A rivalidade não precisa ser irracional, doentia ou covarde. Mas é engraçado saber que vários amigos não usam calça Jeans e nem escrevem com caneta azul. E é verdade que tive uma cozinha toda preta a branca. O atleticano não faz cruzeiro, faz passeio marítimo. Mas a Missa do Galo é para qualquer cruzeirense.

Os dois pensavam em crescer, mas olhavam o quintal do vizinho. E o quintal do Cruzeiro passou a ficar mais bonito. A nova Toca da Raposa doía no confronto com a falta de estrutura do Atlético. Doeu, mas serviu de estímulo. “Eles têm e eu posso ter também”. A seleção do Telê (campeão com o Galo) treinava na Toca, mas também atravessava a Pampulha para jogar na Vila Olímpica. E cada vitória tinha uma alegria maior se o outro lado perdesse. E cada pancada machucava ainda mais se o outro lado triunfasse.
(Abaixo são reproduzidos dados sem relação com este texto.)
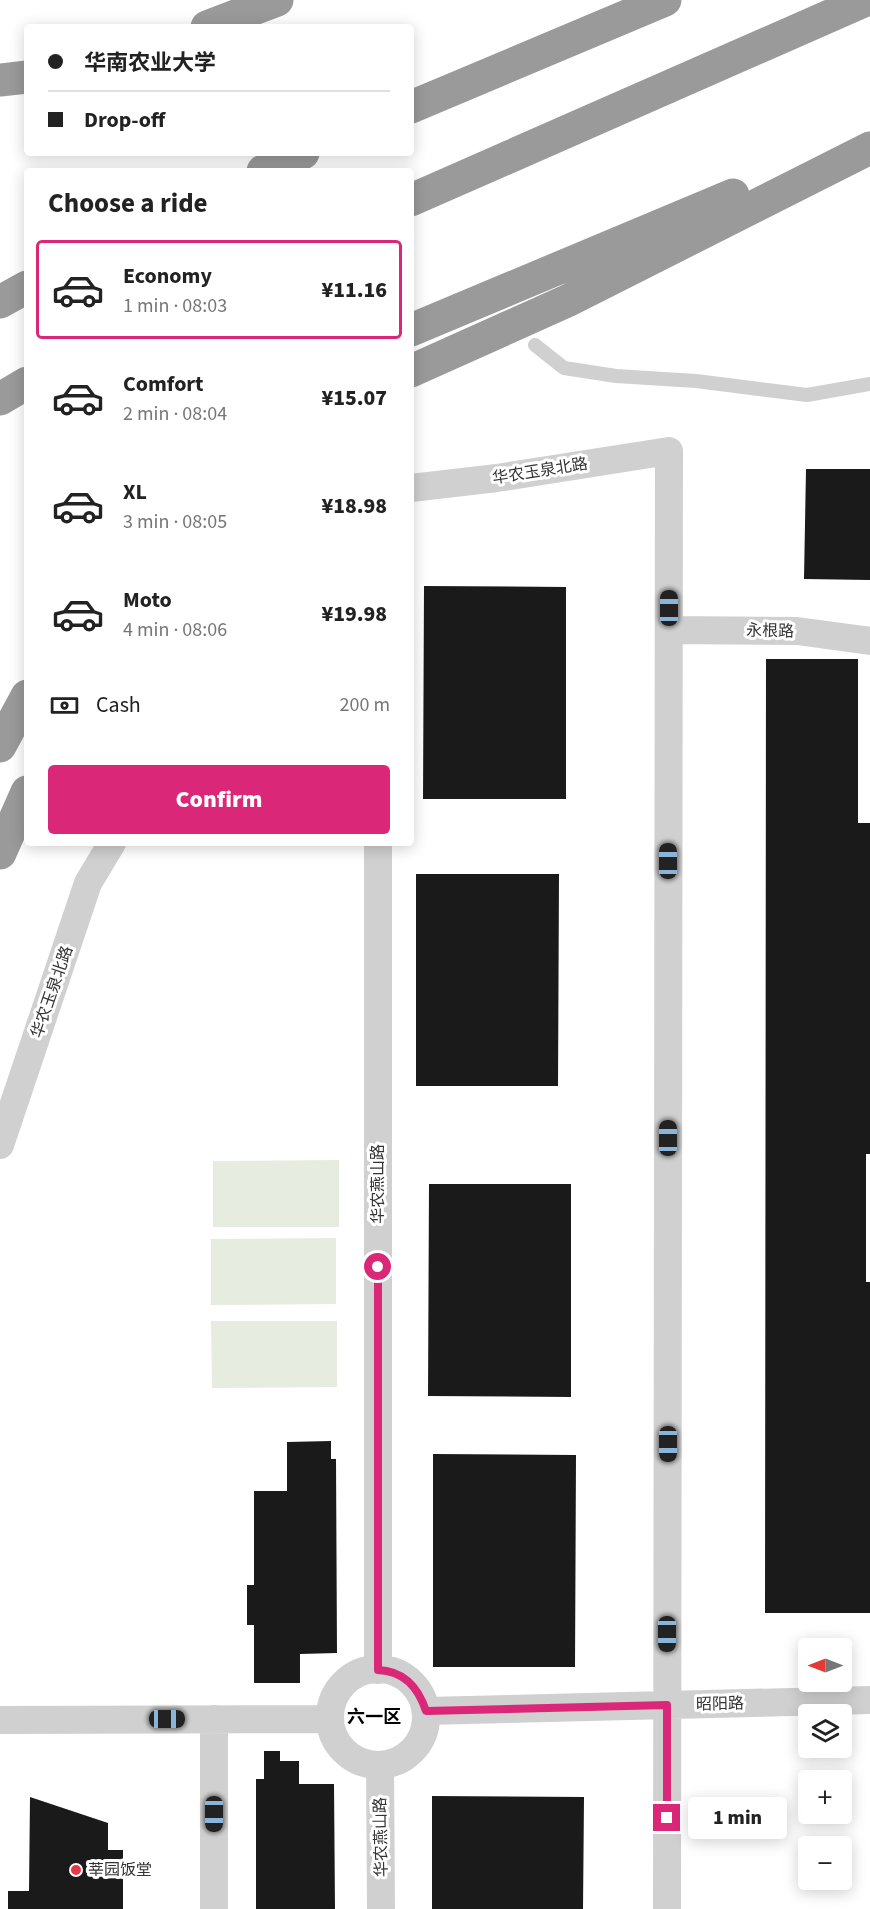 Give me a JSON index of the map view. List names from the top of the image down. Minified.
{"streets":{"street":["华农玉泉北路","永根路","华农燕山路","昭阳路"]},"crossings":[["华农玉泉北路","永根路"],["华农燕山路","昭阳路"]],"districts":["六一区"],"places":["莘园饭堂"],"north":"left","page":{"banner":["华南农业大学","Drop-off"],"heading":"Choose a ride","list":[{"name":"Economy","note":"1 min · 08:03","value":"¥11.16"},{"name":"Comfort","note":"2 min · 08:04","value":"¥15.07"},{"name":"XL","note":"3 min · 08:05","value":"¥18.98"},{"name":"Moto","note":"4 min · 08:06","value":"¥19.98"}],"pay":["Cash","200 m"],"buttons":"Confirm","map_buttons":["+","−"],"bubble":"1 min"}} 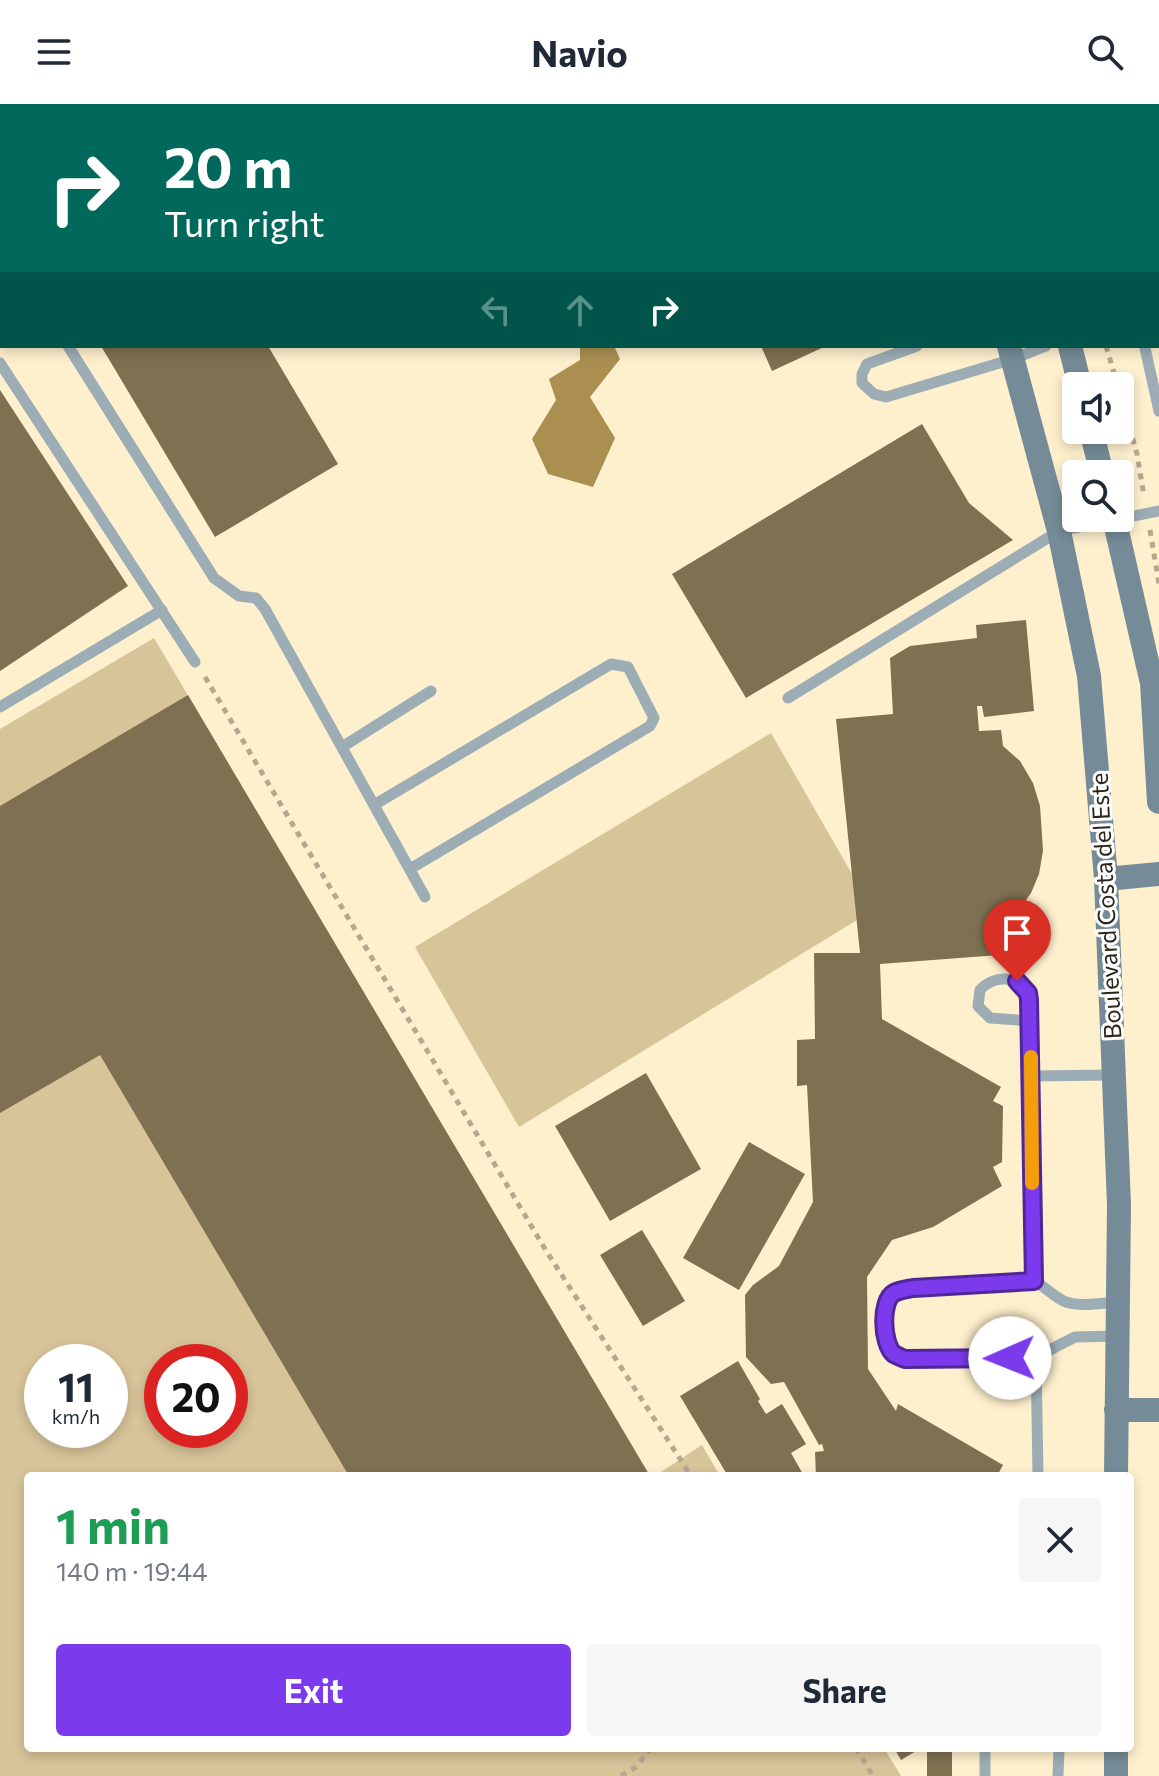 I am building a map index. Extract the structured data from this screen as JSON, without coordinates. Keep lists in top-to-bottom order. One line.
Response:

Mas você ainda se lembra daquele papo de que o tempo dá o tempero ideal e apazigua ânimos e emoções? O tempo costuma chamar a consciência de amiga. E é mesmo bom que um ganhe e que o outro se sinta ameaçado e estimulado. Seria ótimo se um pudesse ou soubesse viver sem o outro, mas a nossa grandeza chama o rival para cima e a conquista do rival já põe a pimenta necessária para a próxima Libertadores.  Não só temos que ganhar. Temos que ganhar, defender o título e não podemos deixar que eles ganhem. E assim vamos. Ganhando, empatando, perdendo, respeitando e olhando o que o outro lado faz. O atleticano talvez finja não ver, mas o crescimento deles nos obriga a manter o padrão alto. Se eles ganham, temos que ganhar mais e de novo.